The Best Way to Read this Book


Preface

We decided to write this book while traveling together on a business trip. Returning from a meeting with a supplier whom we wanted to place on kanban scheduling, we were discussing how resistant the supplier had been to the idea. Our discussion migrated to how most companies and individuals were resistant at first, but that they soon came on board once they understood the benefits of using kanban. We discussed how this resistance stemmed from lack of exposure and the lack of books about how actually to develop and implement kanban scheduling. Twenty miles later we were building what became the fourteen-page outline for this book.

The Best Way to Read this Book

To get the most out of this book, we recommend reading this book in three passes .

  • On your first pass, flip through the entire book and look at all of the chapters, look at its organization, and look at the figures. Get acquainted with the style and flow.

  • On the second pass, read the book chapter by chapter. At the start of each chapter, conduct another quick review of the chapter. During this review, flip through the chapter looking at the major topics and figures. Finish this review by reading the chapter summary.

  • On the final pass, go back to the beginning of the chapter and read the entire chapter. During this final pass, look for the detail behind the topics in the chapter summary. Also, make notes and underline important information in the margins.

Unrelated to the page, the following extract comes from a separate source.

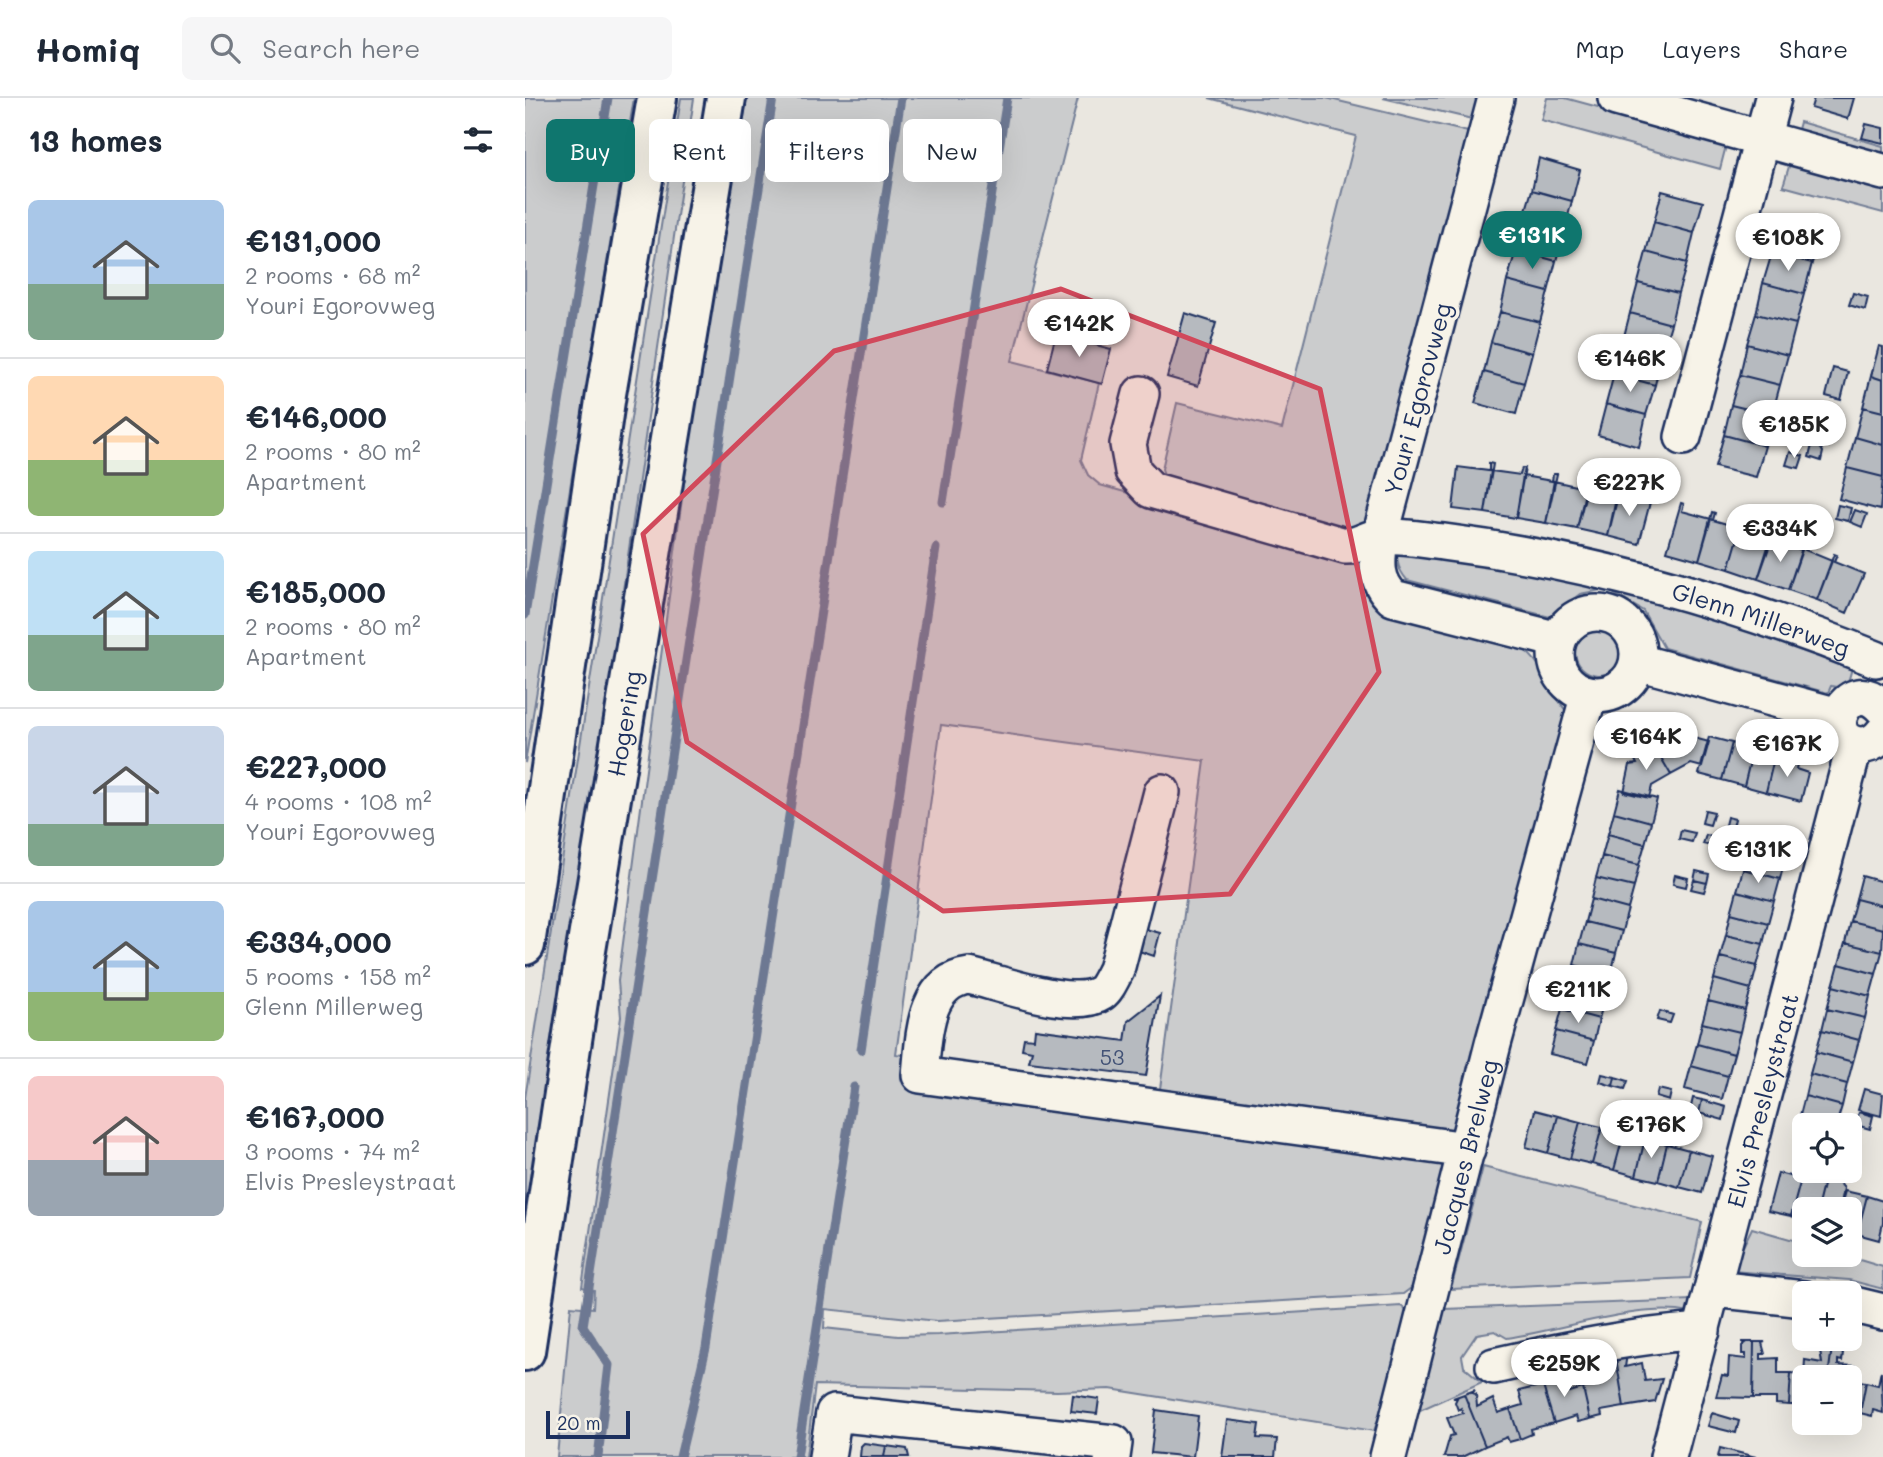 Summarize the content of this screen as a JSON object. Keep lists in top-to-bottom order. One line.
{"streets":{"highway":["Hogering"],"street":["Youri Egorovweg","Glenn Millerweg","Elvis Presleystraat","Jacques Brelweg"]},"crossings":[["Youri Egorovweg","Glenn Millerweg"],["Youri Egorovweg","Jacques Brelweg"]],"house_numbers":["53"],"scale_bar":"20 m","page":{"header":"Homiq","search":"Search here","nav":["Map","Layers","Share"],"heading":"13 homes","chip":["Buy","Rent","Filters","New"],"list":[{"name":"€131,000","note":"2 rooms · 68 m² · Youri Egorovweg"},{"name":"€146,000","note":"2 rooms · 80 m² · Apartment"},{"name":"€185,000","note":"2 rooms · 80 m² · Apartment"},{"name":"€227,000","note":"4 rooms · 108 m² · Youri Egorovweg"},{"name":"€334,000","note":"5 rooms · 158 m² · Glenn Millerweg"},{"name":"€167,000","note":"3 rooms · 74 m² · Elvis Presleystraat"}],"price":["€131K","€108K","€142K","€146K","€185K","€227K","€334K","€164K","€167K","€131K","€211K","€176K","€259K"],"map_buttons":["+","−"],"scale":"20 m"}} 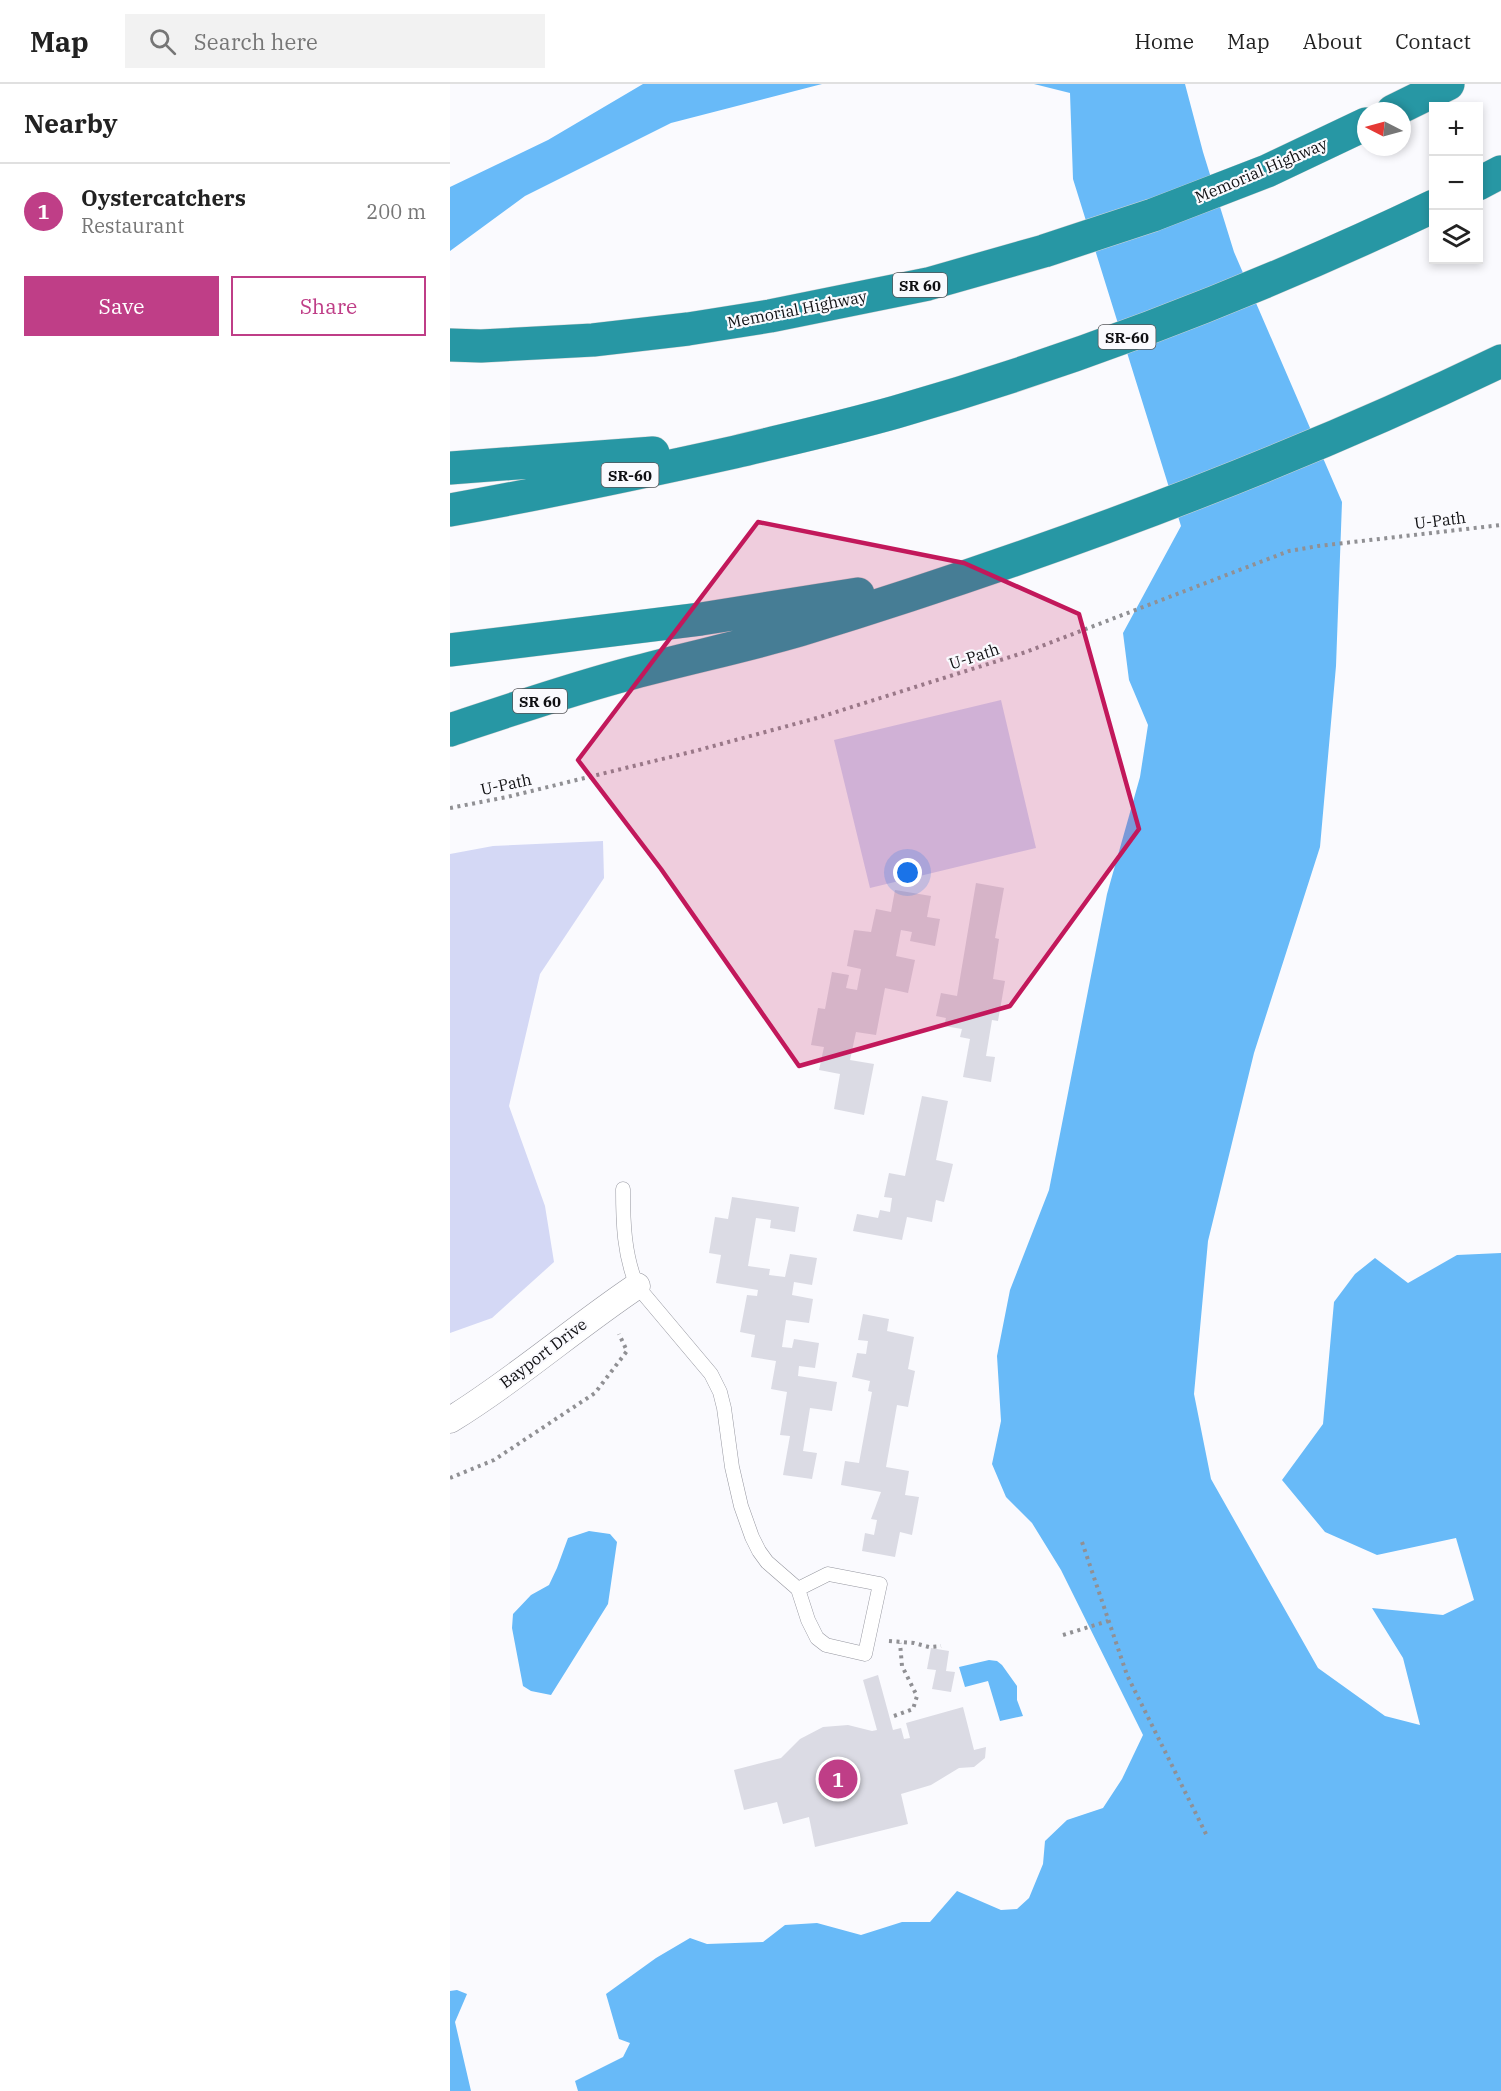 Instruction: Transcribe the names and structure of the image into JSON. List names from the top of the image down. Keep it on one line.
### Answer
{"streets":{"highway":["Memorial Highway","SR 60","SR-60"],"street":["Bayport Drive"],"path":["U-Path"]},"north":"left","page":{"header":"Map","search":"Search here","nav":["Home","Map","About","Contact"],"heading":"Nearby","map_buttons":["+","−"],"list":[{"mark":"1","name":"Oystercatchers","note":"Restaurant","value":"200 m"}],"buttons":["Save","Share"],"pins":"1"}}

Although this process sounds like it might take forever and slow down your reading, the opposite is true. The three-pass process will not only improve comprehension , but also speed up your reading.



Acknowledgments

We wish to thank the following people for their support in making this book a reality: Sharon Lee developed the audit forms presented in Chapter 8; Loyd Bailie, Sharon Lee, Charles McInnis, and Ron Fardell read the drafts as sanity checks on our logic; Dean Kropp, of Washington University-St. Louis, provided ideas and support.

We wish to thank the companies that allowed us to document their kanban successes in the case studies. We would especially like to thank GDX Automotive for allowing us not only to document a case study, but also to take pictures to illustrate some of the kanban designs in Chapter 5. Their three-phased Lean implementation program, called Common Sense Manufacturing, is making dramatic strides in waste elimination .

We also would like to thank our wives, Karen Gross and Ruth McInnis, for their support during the writing and editing of the book. Their support allowed us to write the book and still maintain our hectic professional schedules.

Finally, we wish to thank you for taking the time to read this book. We hope it gives you the knowledge (and the courage) to implement kanban scheduling in your operation. We know from first-hand experience that the improvement in flow, the benefits of empowering the production operators, and inventory reductions will amaze you.

John M. Gross
Kenneth R. McInnis



Chapter 1: Introduction to Kanban

Imagine a process where the operators schedule the line. Also, imagine this same process having visual indicators that allow you to instantly determine the schedule status of the process at a glance.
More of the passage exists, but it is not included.